Work out how many lines in the data below include "Stamford", then reply with that number only.

Stored items
# # # #
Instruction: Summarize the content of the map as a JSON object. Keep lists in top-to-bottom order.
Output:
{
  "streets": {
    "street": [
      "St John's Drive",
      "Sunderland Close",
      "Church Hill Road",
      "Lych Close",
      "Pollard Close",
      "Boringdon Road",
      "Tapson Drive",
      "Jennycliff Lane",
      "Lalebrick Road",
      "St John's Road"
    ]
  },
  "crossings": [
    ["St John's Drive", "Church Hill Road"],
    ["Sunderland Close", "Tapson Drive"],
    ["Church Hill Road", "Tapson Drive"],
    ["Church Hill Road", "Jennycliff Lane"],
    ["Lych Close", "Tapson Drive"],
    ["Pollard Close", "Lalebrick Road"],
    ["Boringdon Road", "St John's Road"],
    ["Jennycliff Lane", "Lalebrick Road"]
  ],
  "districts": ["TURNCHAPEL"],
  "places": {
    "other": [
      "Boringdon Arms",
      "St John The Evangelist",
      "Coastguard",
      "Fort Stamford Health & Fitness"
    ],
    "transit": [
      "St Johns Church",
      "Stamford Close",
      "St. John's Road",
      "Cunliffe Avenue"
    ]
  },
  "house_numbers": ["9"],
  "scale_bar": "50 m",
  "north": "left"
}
# # # #
- [Worked solution]: 2